PROBLEM TO WORK ON:
Scan the entries below, and for each line that includes the word "names", make a copy.

RECORDS SUPPLIED:
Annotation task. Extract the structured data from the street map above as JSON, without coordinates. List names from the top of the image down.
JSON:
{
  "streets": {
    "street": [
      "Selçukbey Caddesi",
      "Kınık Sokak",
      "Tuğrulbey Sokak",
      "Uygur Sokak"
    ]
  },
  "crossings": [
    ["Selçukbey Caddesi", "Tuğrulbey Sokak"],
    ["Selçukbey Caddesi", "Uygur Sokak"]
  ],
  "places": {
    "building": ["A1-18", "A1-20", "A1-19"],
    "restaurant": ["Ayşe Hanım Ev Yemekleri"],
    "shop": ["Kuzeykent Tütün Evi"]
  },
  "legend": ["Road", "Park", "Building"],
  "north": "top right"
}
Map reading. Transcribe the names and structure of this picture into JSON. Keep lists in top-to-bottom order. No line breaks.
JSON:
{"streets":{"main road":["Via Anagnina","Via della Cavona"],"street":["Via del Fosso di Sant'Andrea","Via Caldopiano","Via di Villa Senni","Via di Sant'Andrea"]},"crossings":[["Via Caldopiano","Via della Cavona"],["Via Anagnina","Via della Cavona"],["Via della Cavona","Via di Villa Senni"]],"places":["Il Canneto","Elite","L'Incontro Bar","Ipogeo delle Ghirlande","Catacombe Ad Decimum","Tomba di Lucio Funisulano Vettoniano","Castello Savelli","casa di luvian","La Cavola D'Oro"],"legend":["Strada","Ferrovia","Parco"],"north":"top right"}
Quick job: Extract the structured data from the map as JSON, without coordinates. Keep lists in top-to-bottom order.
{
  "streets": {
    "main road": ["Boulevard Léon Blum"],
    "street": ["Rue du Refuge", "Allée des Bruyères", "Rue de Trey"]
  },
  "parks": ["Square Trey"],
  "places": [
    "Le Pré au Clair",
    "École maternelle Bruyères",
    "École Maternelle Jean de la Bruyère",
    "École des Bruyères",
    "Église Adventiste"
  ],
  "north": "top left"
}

FINISHED TASK:
Annotation task. Extract the structured data from the street map above as JSON, without coordinates. List names from the top of the image down.
Map reading. Transcribe the names and structure of this picture into JSON. Keep lists in top-to-bottom order. No line breaks.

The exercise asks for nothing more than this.